During the Water Sediment screening Tests [WST], the inoculum was of sufficient activity (‘quality control’ 79 ± 5% biodegradation). The biodegradability of Uranine (UR) was slightly higher and reached 28 ± 16% compared with 0% in Manometric Respirometric Tests [MRT]. The explanation of slightly higher degradation rates in WST in comparison to MRT could be the higher bacterial diversity of the inoculum used for this test, which in fact was a mixture of bacterial cultures from several natural water bodies and secondary effluent from sewage treatment plant. UR was not toxic to the inoculums as biodegradation in ‘toxicity control’ reached 53 ± 7%. At the end of WST the HPLC-FLD analysis showed elimination of 2.4 mg/l (11.7%) of initial UR concentration from the water phase. This might be a result of partial sorption to the sediment particles or due to the bacterial metabolism. In the WST, 93% of sediment mixture consisted of quartz sand, while the rest was clay and peat. Hence sorption cannot be excluded. However, the low degree of mineralization was observed indicating that the UR was not fully degraded but transformed into TP’s [Transformation Products]. TPs were assumed to be possibly mono- and di-hydroxylated derivatives of UR. The hydroxylation could take place in any of the UR aromatic rings. The fragmentation patterns confirmed that TP1a,b and TP2 are hydroxylated products whereas TP3a,b belong to the carboxylated compounds. However, due to many possible addition sites to the aromatic ring of UR, it is difficult to know the exact position of either the hydroxyl or the carboxyl groups.The study demonstrated that Uranine was not readily biodegradable in nature.

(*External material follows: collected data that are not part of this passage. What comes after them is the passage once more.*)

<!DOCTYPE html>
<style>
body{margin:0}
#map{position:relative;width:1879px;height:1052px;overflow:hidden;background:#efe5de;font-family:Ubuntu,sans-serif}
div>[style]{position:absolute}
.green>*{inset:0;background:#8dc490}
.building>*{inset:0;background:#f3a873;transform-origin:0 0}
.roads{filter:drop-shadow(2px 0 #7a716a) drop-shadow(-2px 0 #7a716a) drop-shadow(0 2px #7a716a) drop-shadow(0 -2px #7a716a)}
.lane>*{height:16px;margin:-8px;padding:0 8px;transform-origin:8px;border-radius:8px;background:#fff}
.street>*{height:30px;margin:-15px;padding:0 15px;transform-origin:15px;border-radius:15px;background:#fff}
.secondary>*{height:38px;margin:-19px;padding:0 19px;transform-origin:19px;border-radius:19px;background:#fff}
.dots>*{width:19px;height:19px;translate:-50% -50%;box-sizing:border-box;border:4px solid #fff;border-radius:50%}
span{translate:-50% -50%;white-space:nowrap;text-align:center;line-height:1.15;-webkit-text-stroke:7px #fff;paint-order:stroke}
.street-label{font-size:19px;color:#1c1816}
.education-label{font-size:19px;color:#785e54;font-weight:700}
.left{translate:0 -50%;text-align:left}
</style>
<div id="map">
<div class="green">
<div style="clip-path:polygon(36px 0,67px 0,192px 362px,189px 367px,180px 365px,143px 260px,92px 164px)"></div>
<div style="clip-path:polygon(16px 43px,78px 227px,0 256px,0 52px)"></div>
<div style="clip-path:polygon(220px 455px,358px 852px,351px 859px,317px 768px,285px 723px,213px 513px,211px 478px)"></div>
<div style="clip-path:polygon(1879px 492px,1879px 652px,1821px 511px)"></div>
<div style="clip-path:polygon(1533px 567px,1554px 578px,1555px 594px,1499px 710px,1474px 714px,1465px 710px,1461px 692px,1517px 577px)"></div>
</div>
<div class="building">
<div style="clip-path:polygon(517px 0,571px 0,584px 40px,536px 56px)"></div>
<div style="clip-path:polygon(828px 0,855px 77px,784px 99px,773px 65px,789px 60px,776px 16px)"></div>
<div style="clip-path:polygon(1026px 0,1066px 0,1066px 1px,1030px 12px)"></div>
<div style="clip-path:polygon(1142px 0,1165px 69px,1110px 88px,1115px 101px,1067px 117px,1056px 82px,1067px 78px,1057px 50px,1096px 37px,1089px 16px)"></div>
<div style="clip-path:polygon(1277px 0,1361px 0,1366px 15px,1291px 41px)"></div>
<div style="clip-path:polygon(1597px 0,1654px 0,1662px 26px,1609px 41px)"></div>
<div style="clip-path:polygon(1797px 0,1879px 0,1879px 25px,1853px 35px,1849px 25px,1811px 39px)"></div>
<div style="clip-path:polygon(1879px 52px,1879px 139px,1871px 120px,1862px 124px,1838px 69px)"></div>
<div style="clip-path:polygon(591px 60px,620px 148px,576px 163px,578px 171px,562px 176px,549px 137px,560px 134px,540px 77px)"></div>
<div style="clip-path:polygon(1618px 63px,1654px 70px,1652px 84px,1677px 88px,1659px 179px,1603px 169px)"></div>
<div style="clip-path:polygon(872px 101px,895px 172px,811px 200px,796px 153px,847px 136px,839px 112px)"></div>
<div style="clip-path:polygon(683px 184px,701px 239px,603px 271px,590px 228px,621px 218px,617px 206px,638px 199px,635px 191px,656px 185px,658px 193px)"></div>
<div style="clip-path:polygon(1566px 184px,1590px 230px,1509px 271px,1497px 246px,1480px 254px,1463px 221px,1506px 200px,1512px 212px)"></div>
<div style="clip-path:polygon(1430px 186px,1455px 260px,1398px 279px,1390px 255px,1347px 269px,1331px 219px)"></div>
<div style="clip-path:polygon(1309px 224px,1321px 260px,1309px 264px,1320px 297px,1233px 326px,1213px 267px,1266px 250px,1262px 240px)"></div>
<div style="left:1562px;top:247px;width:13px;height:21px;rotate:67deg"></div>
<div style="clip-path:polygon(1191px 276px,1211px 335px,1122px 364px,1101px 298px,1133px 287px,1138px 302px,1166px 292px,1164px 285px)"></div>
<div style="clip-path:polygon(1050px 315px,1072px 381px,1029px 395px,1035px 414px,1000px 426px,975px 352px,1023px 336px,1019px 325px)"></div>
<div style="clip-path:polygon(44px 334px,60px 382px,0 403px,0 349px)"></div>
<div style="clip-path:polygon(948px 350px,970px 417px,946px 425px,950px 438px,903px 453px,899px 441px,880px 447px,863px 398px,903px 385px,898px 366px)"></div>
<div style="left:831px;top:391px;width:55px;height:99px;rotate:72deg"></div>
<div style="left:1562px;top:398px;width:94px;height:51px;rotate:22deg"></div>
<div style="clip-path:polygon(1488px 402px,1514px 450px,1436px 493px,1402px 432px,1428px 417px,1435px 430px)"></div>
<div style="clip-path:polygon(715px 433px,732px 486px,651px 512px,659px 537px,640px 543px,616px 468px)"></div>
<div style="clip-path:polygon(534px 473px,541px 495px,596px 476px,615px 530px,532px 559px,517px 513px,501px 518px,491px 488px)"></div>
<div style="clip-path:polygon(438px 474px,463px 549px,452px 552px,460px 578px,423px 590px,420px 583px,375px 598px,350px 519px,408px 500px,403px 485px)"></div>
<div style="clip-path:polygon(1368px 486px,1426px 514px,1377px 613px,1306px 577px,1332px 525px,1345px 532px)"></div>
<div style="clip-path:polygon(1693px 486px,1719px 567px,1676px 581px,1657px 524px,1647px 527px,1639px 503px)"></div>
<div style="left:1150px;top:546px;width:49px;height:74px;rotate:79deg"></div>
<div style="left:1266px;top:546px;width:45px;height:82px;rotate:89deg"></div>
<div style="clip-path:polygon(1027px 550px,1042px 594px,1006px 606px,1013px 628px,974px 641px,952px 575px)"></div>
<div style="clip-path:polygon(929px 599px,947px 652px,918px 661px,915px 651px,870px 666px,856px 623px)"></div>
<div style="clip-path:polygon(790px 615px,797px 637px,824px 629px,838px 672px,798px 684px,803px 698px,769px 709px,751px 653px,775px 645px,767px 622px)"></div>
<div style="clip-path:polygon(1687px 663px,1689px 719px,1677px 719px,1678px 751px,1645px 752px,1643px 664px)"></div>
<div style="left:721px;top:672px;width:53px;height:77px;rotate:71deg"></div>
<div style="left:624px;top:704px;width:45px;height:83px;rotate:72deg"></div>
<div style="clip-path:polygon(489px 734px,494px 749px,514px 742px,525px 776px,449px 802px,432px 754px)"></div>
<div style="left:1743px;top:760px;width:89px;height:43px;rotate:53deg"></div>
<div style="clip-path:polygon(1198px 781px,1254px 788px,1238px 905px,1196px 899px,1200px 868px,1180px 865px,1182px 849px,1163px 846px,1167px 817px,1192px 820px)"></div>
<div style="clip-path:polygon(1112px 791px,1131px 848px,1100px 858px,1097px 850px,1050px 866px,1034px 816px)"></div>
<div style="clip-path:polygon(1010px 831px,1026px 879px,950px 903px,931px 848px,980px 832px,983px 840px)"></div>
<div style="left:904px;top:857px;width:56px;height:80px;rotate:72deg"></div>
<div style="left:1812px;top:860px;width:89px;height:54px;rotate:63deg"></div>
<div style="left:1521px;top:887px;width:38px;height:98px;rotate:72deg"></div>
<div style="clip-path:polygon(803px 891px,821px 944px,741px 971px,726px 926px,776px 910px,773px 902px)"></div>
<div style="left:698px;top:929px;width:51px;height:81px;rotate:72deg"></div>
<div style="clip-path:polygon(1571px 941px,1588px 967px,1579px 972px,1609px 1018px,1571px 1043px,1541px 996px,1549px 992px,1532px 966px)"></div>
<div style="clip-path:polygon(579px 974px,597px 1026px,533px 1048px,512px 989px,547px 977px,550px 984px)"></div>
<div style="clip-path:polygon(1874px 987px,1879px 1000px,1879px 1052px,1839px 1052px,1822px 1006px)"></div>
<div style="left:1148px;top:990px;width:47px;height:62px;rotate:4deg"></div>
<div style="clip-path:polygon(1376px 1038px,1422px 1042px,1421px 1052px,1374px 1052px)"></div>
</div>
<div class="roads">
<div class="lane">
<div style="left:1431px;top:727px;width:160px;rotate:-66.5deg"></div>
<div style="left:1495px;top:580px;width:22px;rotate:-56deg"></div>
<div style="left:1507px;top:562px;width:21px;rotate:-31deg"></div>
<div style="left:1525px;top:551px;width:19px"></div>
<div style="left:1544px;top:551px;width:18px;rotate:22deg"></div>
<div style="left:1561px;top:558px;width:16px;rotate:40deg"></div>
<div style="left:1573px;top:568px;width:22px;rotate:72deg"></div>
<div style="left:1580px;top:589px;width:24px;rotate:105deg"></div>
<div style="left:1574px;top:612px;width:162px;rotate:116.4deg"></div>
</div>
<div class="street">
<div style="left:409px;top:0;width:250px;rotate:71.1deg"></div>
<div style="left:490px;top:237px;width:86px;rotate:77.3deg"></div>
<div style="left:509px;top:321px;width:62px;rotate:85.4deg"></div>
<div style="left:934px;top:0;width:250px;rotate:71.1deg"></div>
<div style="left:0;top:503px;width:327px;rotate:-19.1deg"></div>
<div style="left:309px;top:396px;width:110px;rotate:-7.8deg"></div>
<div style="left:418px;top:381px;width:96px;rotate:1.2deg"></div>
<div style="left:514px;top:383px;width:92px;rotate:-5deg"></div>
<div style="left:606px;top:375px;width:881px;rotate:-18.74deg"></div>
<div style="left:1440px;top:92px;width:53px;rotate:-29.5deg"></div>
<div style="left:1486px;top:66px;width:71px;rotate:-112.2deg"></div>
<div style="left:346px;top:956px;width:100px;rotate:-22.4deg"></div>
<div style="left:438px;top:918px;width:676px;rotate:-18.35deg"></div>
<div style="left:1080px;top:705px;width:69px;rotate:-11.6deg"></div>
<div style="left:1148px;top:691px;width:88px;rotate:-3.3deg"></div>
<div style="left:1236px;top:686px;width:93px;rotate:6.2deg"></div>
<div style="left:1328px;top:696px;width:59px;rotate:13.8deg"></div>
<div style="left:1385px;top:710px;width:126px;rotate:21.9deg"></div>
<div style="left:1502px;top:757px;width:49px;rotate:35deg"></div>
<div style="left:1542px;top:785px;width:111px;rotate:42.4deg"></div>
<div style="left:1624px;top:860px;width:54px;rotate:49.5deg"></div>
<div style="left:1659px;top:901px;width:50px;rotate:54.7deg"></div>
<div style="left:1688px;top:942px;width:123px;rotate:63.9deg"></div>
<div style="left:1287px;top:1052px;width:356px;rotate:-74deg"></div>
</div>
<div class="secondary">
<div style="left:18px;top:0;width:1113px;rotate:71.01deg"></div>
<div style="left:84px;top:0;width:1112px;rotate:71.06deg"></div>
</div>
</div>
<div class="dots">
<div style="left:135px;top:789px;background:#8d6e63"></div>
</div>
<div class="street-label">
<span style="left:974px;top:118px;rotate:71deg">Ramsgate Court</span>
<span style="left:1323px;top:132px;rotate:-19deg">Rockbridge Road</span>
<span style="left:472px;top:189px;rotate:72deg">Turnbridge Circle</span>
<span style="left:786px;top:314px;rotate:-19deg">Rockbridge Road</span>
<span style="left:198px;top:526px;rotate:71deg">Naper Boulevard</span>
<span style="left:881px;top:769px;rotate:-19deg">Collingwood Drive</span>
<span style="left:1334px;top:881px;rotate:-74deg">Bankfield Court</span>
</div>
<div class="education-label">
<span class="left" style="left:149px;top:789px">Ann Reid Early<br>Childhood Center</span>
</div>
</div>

Thus, based on the above experimental data, it can be concluded that the substance is not readily biodegradable and on the basis of the estimation model, it is evident that the substance is not persistent in water but persistent in sediment compartment.

 

Biodegradation in soil

Based on EPI prediction Level III Fugacity Model (EPI suite, 2016), the estimated half life period ofSodium fluoresceinin soil was obtained to be 75 days. Based on this half life value of sodium fluorescein, it is concluded that the chemical is not persistent in the soil environment.